Retour d’expérience : le Concours René Cassin. Lucas Panazio, participant de l’édition 2019.

Stéphanie Pereira : Bonjour Lucas, pourrais-tu te présenter ?

Lucas Panazio : Après deux ans de classe préparatoire en droit et économie, j’ai intégré le Magistère Juriste d’Affaires Franco-Britannique de l’Université Rennes 1. Cette formation m’a conduit à effectuer un LLM spécialisé en droit international des affaires, que j’ai complété par un Master 2 dans la même spécialité à l’Université Paris Dauphine.

SP : Qu’est ce qui t’as motivé à participer au Concours René Cassin ?

LP : J’ai toujours bien aimé le droit européen appliqué aux droits humains, et le sujet de cette année était particulièrement intéressant puisqu’il traitait de la problématique « entreprises transnationales et droits fondamentaux », ces deux raisons m’ont conduit à me lancer dans l’aventure.

Ce qui a aussi été déterminant, c’est le fait que l’on travaille en groupe de trois, et au-delà de ce trio avec d’autres personnes pour la préparation des phases écrites et orales, c’est un vrai travail d’équipe.

SP : Comment se déroule le Concours René Cassin ?

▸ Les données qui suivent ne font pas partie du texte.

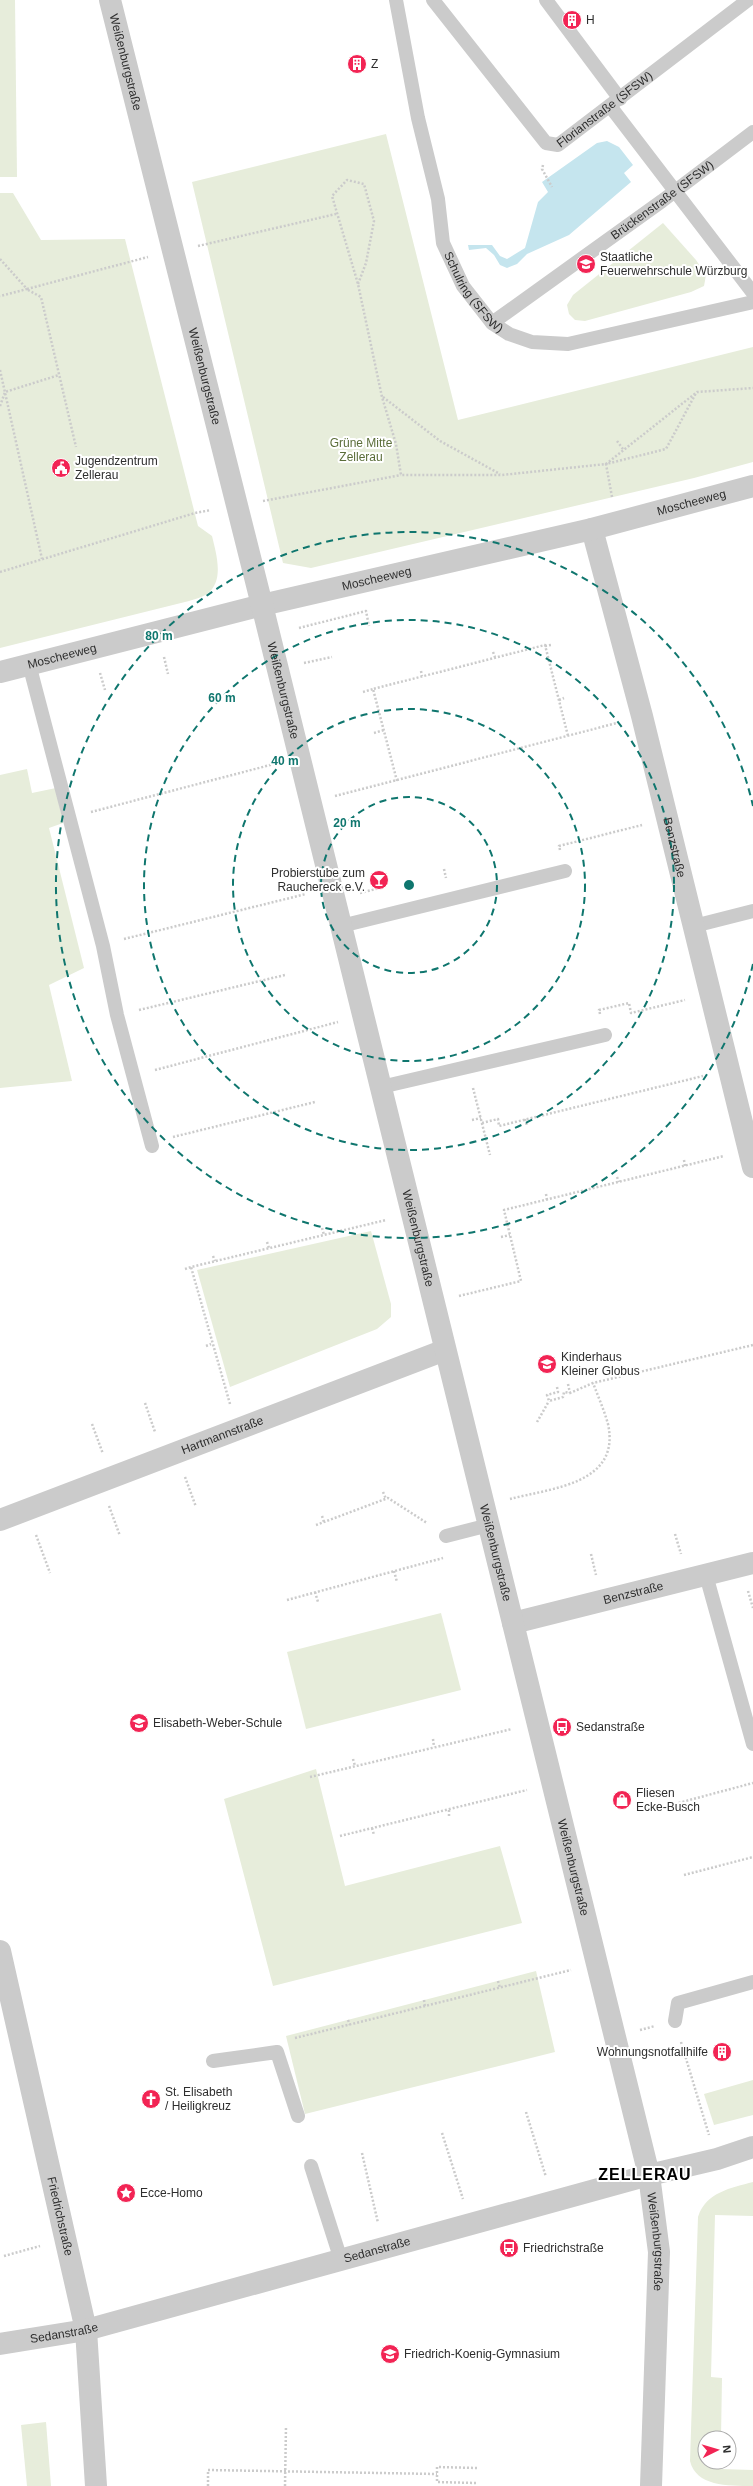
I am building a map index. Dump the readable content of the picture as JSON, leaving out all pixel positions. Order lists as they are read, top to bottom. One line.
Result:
{"streets":{"street":["Weißenburgstraße","Moscheeweg","Benzstraße","Hartmannstraße","Friedrichstraße","Sedanstraße"],"lane":["Florianstraße (SFSW)","Brückenstraße (SFSW)","Schulring (SFSW)"]},"crossings":[["Weißenburgstraße","Moscheeweg"],["Weißenburgstraße","Benzstraße"],["Weißenburgstraße","Hartmannstraße"],["Weißenburgstraße","Sedanstraße"],["Brückenstraße (SFSW)","Schulring (SFSW)"],["Moscheeweg","Benzstraße"],["Friedrichstraße","Sedanstraße"]],"districts":["ZELLERAU"],"parks":["Grüne Mitte Zellerau"],"places":{"building":["H","Z","Wohnungsnotfallhilfe"],"school or university":["Staatliche Feuerwehrschule Würzburg","Kinderhaus Kleiner Globus","Elisabeth-Weber-Schule","Friedrich-Koenig-Gymnasium"],"public building":["Jugendzentrum Zellerau"],"bar":["Probierstube zum Rauchereck e.V."],"bus stop":["Sedanstraße","Friedrichstraße"],"shop":["Fliesen Ecke-Busch"],"church":["St. Elisabeth / Heiligkreuz"],"place":["Ecce-Homo"]},"north":"right","rings":["80 m","60 m","40 m","20 m"]}
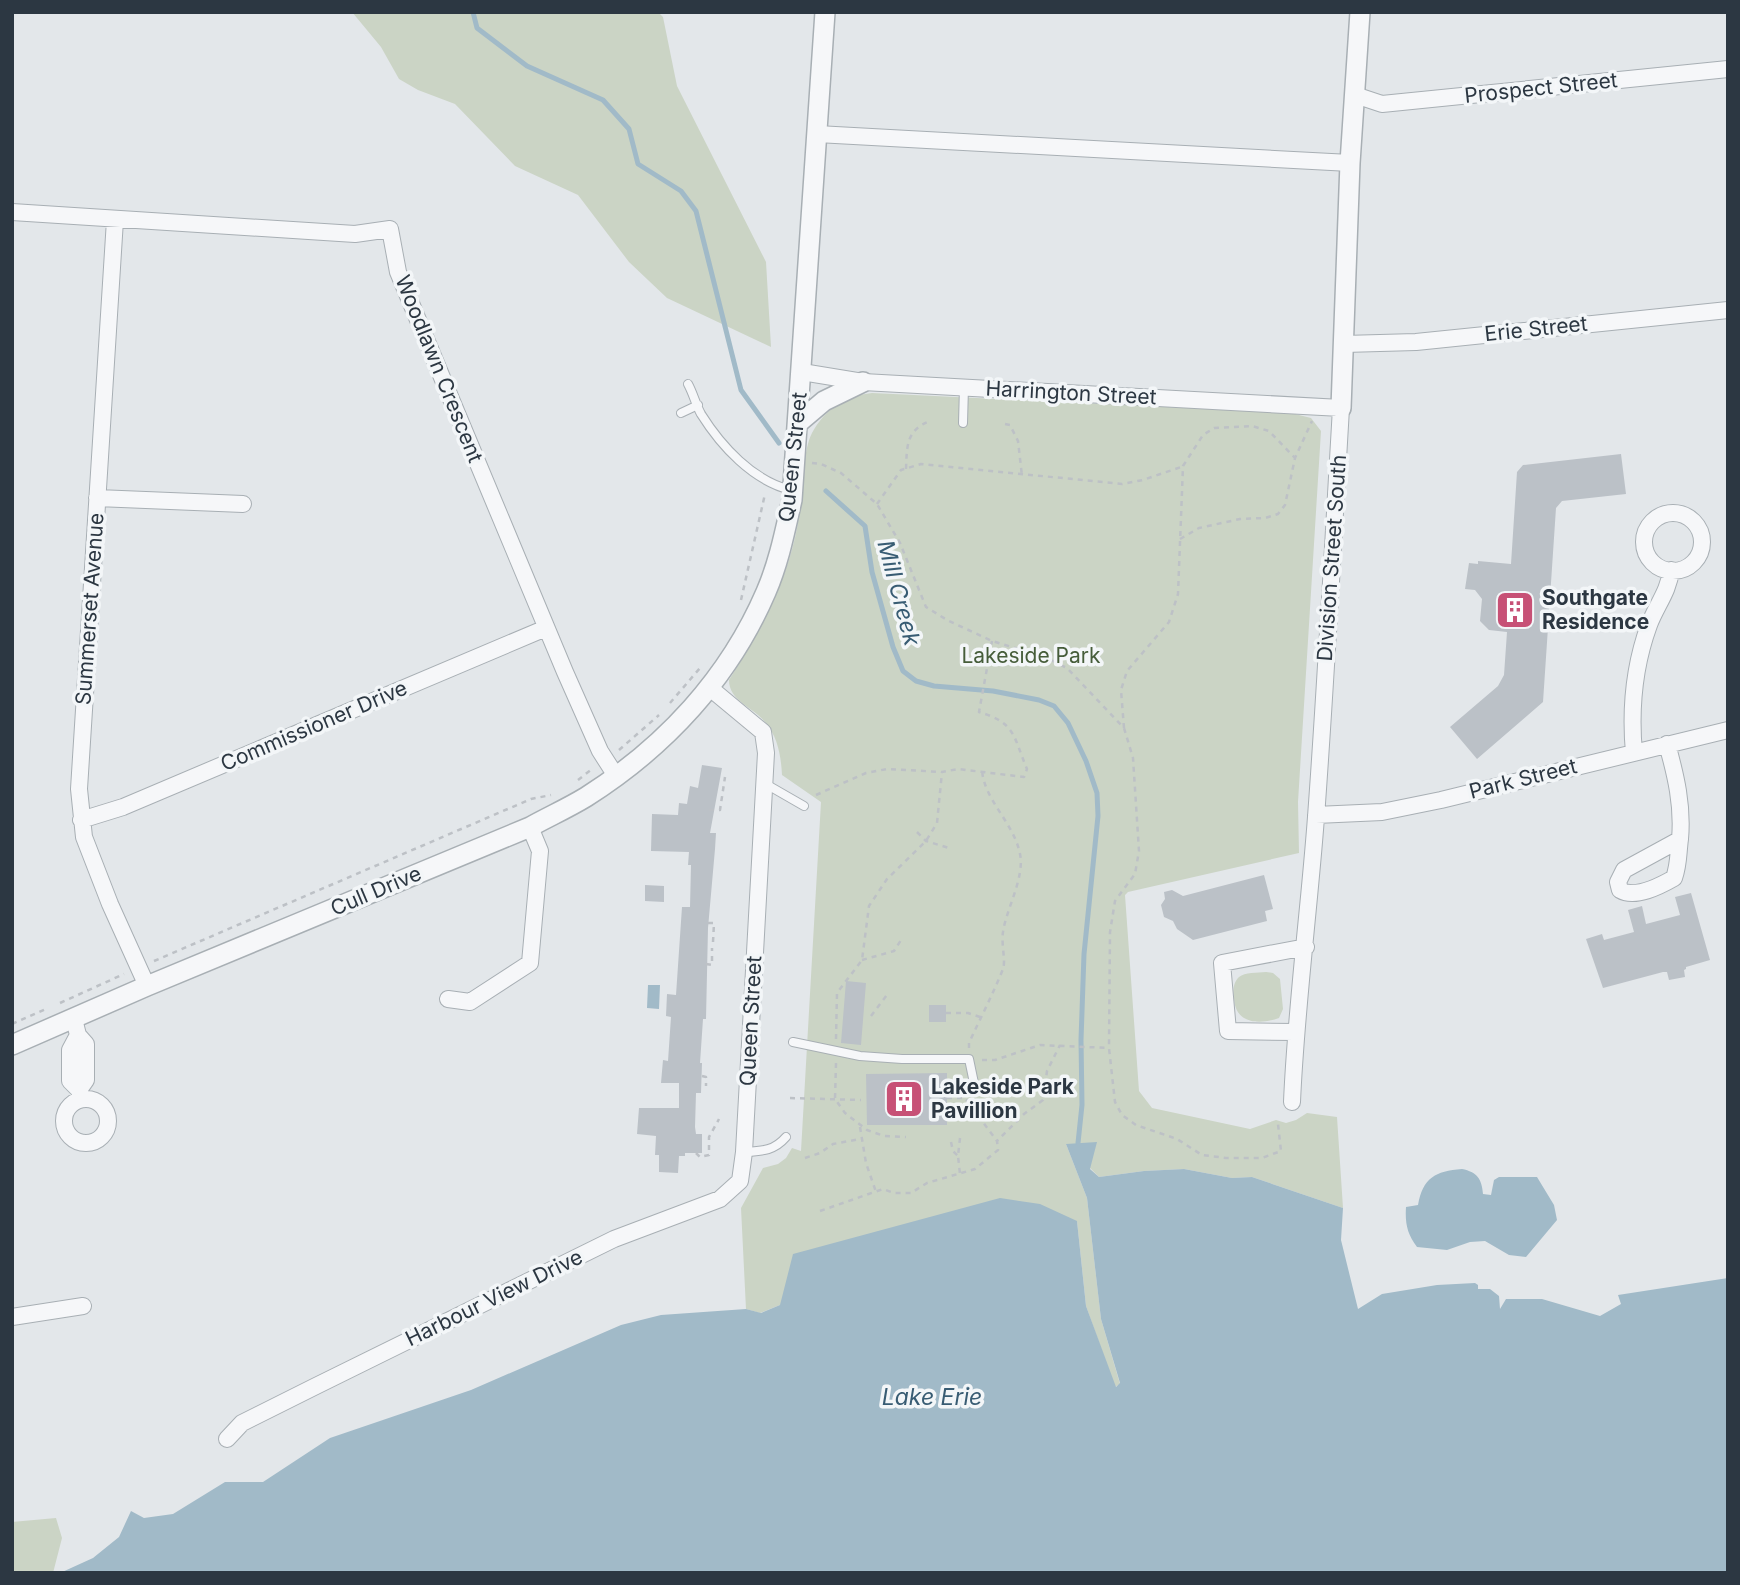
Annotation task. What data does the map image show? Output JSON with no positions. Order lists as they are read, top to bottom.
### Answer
{
  "streets": {
    "street": [
      "Prospect Street",
      "Erie Street",
      "Woodlawn Crescent",
      "Harrington Street",
      "Queen Street",
      "Division Street South",
      "Summerset Avenue",
      "Commissioner Drive",
      "Park Street",
      "Cull Drive",
      "Harbour View Drive"
    ]
  },
  "crossings": [
    ["Prospect Street", "Division Street South"],
    ["Erie Street", "Division Street South"],
    ["Woodlawn Crescent", "Summerset Avenue"],
    ["Woodlawn Crescent", "Commissioner Drive"],
    ["Woodlawn Crescent", "Cull Drive"],
    ["Harrington Street", "Queen Street"],
    ["Harrington Street", "Division Street South"],
    ["Queen Street", "Cull Drive"],
    ["Queen Street", "Harbour View Drive"],
    ["Division Street South", "Park Street"],
    ["Summerset Avenue", "Commissioner Drive"],
    ["Summerset Avenue", "Cull Drive"]
  ],
  "water": ["Mill Creek", "Lake Erie"],
  "parks": ["Lakeside Park"],
  "places": {
    "building": ["Southgate Residence", "Lakeside Park Pavillion"]
  }
}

LP : Il y a 60 équipes maximum qui peuvent s’inscrire à la phase écrite. On reçoit tous une position à défendre (requérant ou Etat défendeur), et c’est sur un mémoire écrit de 30 pages que se fait la première sélection. Une fois les mémoires transmis au conseil scientifique, les 15 meilleurs requérants et les 15 meilleurs défendeurs se retrouvent dans les locaux du Conseil de l’Europe à Strasbourg pour les plaidoiries.

15 jours avant la date des plaidoiries, chaque équipe sélectionnée reçoit 4 mémoires de la partie ayant la position adverse. Commence alors la préparation des plaidoiries et les entraînements, et ce n’est que la veille du grand jour que l’on sait finalement contre quel mémoire on va plaider.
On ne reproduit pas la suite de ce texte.